▸ **WHAT IS BEING ASKED**
Only the lines from the start of the data to the line containing "inset:0; background:#e2ecda; transform-origin:0", both included, should be output, exactly and without pictures.

(Collected data entries)
======

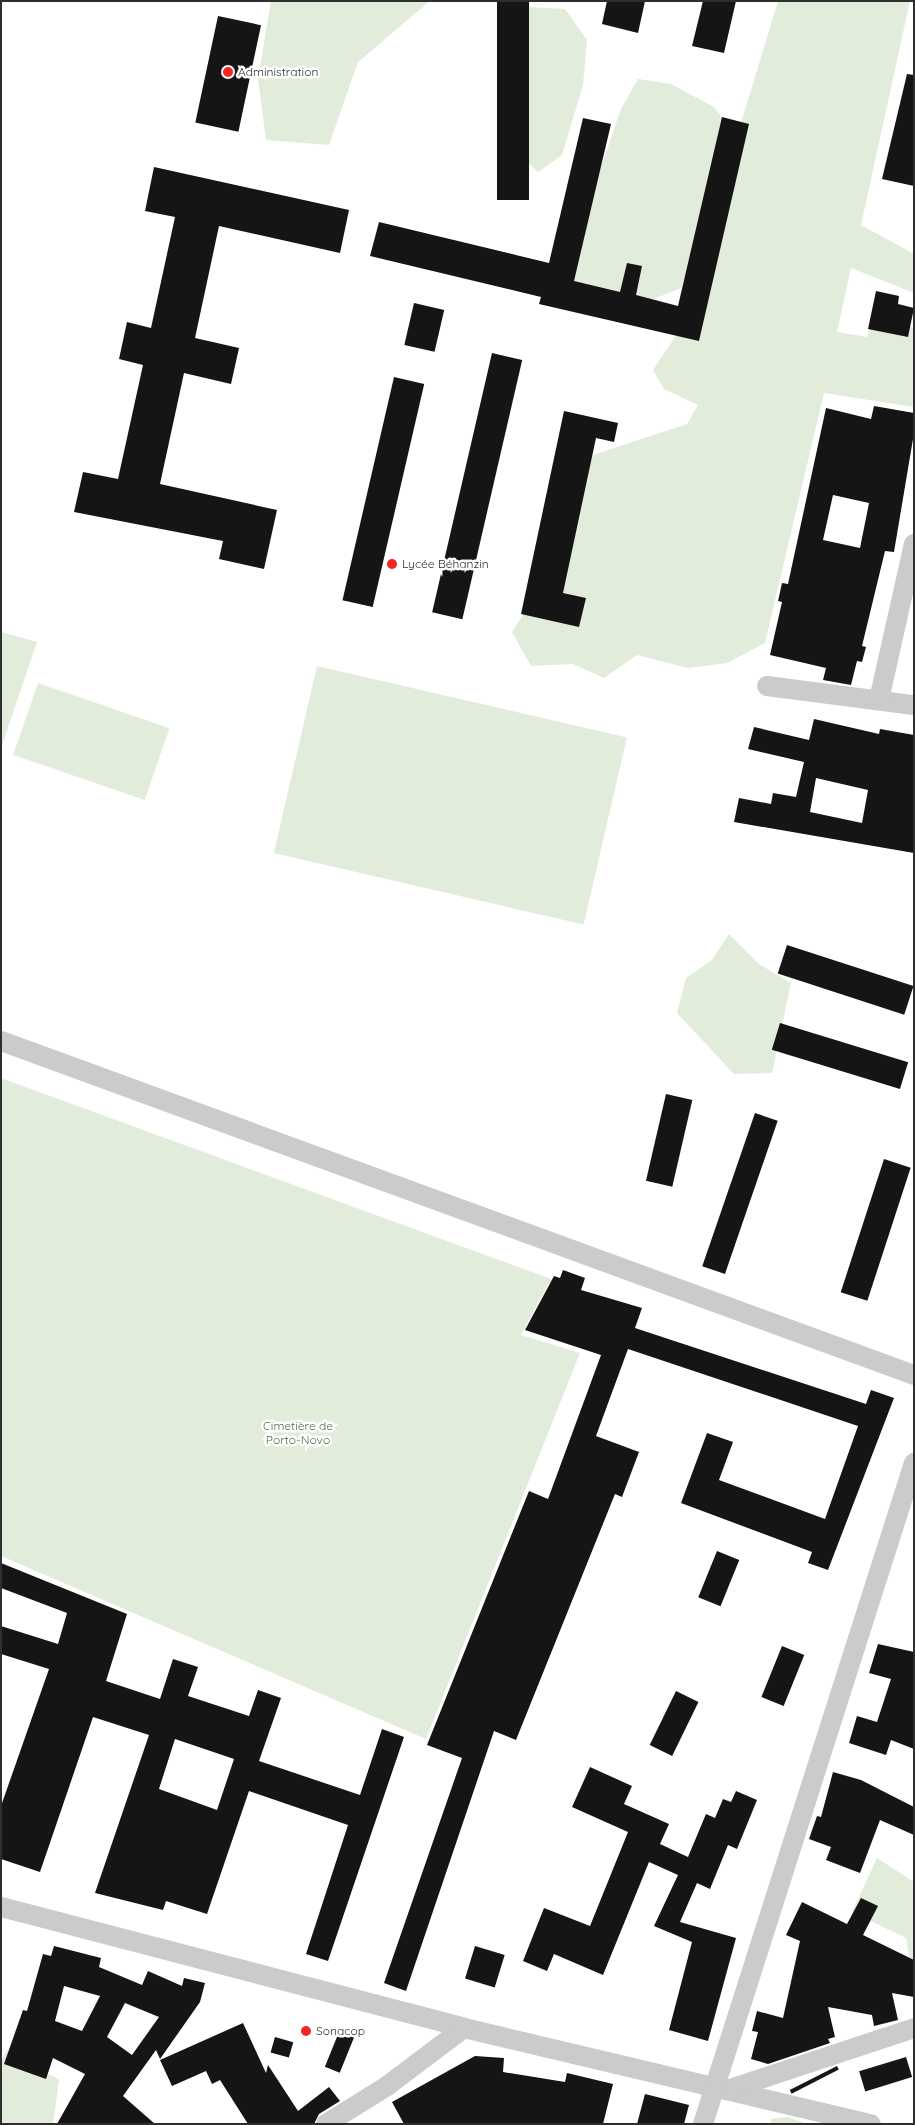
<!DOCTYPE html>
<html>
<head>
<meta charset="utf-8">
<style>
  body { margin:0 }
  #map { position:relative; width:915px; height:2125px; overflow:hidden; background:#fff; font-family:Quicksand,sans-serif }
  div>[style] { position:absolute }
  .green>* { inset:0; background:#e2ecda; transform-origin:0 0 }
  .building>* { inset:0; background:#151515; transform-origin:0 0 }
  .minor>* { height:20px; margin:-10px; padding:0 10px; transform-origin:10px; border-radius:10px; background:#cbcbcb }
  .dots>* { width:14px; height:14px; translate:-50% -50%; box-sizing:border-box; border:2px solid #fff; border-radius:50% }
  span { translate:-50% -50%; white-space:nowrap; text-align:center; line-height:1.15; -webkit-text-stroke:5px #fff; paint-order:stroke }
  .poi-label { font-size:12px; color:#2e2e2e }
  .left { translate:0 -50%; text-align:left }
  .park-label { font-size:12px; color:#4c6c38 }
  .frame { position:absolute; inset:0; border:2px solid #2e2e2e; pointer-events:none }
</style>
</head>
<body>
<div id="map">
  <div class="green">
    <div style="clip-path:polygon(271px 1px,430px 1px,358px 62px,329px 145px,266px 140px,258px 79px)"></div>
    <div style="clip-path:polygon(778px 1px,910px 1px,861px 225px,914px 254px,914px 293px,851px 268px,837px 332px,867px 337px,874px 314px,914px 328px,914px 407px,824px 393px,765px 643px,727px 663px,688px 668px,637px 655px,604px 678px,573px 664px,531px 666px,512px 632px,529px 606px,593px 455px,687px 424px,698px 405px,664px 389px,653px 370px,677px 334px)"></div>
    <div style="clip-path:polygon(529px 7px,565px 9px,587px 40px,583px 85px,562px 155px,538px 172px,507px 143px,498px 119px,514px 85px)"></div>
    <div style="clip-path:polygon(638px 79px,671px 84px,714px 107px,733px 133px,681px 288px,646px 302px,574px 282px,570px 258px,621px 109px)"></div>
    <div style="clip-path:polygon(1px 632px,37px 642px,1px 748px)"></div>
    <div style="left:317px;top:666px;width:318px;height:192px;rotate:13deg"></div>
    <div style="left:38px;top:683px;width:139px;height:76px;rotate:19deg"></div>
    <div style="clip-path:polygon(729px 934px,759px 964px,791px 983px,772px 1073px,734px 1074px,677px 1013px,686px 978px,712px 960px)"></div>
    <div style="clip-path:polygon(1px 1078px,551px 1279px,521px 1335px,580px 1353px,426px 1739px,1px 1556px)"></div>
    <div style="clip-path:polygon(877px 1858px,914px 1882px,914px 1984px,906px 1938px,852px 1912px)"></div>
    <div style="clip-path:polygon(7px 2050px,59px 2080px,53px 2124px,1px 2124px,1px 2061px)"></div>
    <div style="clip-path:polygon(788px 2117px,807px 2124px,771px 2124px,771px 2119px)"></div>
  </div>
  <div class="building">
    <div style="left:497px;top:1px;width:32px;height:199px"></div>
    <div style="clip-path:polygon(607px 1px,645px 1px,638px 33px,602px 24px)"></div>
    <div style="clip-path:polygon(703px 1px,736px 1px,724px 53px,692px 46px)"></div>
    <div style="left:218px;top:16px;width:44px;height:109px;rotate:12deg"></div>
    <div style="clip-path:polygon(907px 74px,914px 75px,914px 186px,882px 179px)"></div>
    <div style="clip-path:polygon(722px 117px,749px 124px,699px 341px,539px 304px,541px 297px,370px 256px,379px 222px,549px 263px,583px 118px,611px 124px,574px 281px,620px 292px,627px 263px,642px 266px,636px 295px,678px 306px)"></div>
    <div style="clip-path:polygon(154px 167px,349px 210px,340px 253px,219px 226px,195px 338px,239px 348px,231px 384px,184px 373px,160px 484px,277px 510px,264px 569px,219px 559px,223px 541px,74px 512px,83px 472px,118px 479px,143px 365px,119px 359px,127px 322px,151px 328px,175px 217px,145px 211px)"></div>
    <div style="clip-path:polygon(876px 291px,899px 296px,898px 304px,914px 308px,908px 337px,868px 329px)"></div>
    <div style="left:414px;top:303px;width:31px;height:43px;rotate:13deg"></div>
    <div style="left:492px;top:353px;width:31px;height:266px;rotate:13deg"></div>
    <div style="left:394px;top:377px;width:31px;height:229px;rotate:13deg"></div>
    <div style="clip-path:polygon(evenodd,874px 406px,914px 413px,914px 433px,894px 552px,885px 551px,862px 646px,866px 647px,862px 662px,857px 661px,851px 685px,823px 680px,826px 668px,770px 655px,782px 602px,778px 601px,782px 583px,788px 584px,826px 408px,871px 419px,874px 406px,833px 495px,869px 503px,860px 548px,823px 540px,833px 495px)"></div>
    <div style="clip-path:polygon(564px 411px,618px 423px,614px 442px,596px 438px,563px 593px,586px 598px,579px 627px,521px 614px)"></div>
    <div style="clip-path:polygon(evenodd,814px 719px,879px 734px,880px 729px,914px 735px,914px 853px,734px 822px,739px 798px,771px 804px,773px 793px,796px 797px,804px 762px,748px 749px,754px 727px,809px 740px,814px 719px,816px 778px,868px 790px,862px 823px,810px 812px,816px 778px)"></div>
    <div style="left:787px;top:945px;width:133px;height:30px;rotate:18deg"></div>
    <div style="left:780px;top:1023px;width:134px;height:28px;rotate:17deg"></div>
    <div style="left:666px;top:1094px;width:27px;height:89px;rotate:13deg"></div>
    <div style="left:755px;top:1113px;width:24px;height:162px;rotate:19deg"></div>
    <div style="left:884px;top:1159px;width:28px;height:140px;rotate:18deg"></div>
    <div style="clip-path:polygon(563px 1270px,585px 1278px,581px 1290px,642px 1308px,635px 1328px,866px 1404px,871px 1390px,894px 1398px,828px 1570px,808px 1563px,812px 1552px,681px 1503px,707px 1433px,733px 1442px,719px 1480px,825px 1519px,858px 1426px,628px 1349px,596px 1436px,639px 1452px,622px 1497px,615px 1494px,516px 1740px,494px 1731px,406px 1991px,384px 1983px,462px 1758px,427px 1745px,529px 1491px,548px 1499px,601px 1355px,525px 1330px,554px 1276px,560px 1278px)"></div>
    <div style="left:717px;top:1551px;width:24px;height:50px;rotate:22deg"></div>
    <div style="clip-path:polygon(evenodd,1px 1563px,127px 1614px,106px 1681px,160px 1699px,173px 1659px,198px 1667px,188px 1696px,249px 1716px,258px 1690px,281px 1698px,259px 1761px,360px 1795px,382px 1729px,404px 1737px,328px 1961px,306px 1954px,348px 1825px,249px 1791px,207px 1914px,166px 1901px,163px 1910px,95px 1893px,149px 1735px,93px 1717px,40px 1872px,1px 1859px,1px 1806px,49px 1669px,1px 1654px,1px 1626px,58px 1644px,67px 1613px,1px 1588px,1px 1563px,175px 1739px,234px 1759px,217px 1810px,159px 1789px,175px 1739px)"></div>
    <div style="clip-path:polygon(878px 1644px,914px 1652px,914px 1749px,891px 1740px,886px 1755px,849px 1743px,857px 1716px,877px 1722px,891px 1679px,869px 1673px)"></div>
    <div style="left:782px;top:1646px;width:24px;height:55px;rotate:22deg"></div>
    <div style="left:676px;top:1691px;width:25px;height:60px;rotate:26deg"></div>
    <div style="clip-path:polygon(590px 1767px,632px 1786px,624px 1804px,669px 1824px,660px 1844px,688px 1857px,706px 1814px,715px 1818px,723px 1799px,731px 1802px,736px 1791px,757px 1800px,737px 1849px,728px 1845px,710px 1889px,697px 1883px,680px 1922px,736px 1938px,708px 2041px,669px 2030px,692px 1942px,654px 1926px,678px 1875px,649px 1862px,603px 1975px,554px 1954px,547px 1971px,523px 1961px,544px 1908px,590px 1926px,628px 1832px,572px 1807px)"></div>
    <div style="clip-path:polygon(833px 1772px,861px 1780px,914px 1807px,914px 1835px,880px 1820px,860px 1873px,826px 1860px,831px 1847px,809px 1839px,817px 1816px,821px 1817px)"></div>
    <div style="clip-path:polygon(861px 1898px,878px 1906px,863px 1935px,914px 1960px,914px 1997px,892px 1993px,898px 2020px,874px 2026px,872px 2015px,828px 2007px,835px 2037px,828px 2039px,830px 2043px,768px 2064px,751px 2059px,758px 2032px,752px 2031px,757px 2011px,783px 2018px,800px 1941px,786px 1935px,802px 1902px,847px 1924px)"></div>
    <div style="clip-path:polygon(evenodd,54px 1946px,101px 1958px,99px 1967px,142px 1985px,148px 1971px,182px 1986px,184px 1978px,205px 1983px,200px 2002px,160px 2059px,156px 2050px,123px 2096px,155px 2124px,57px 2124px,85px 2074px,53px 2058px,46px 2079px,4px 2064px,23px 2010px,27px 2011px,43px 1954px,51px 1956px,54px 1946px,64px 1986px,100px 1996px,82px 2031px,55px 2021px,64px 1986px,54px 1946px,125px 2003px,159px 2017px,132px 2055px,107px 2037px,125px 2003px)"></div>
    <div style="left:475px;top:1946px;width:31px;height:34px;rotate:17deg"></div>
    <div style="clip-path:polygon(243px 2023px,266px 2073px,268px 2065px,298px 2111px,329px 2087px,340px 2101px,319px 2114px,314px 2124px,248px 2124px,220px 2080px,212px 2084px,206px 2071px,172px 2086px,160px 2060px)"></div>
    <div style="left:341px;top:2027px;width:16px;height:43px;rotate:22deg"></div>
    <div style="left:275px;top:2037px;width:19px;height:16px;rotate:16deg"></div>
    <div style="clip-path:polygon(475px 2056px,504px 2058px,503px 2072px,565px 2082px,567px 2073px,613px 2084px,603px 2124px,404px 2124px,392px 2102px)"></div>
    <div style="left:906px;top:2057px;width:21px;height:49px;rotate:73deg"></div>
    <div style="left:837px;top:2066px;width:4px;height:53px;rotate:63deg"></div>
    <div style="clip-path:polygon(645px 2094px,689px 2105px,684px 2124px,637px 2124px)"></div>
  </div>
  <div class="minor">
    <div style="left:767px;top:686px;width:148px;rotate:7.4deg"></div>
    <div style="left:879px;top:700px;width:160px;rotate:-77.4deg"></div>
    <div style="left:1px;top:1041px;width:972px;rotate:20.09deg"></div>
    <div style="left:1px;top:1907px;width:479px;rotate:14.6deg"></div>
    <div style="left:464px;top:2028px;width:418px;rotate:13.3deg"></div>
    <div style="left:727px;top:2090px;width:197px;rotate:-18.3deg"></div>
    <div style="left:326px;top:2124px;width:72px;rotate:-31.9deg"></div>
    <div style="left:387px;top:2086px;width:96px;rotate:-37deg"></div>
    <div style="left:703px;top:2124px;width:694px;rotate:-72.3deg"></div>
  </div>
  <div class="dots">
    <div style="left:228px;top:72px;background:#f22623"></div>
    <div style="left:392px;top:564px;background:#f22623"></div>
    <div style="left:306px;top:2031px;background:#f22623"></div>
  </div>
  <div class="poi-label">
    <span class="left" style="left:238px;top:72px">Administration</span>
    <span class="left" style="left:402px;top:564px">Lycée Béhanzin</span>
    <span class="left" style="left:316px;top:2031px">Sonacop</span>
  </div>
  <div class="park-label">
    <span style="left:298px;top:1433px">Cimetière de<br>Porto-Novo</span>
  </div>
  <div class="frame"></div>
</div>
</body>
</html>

======

▸ **SOLUTION FOR THIS PROBLEM**
<!DOCTYPE html>
<html>
<head>
<meta charset="utf-8">
<style>
  body { margin:0 }
  #map { position:relative; width:915px; height:2125px; overflow:hidden; background:#fff; font-family:Quicksand,sans-serif }
  div>[style] { position:absolute }
  .green>* { inset:0; background:#e2ecda; transform-origin:0 0 }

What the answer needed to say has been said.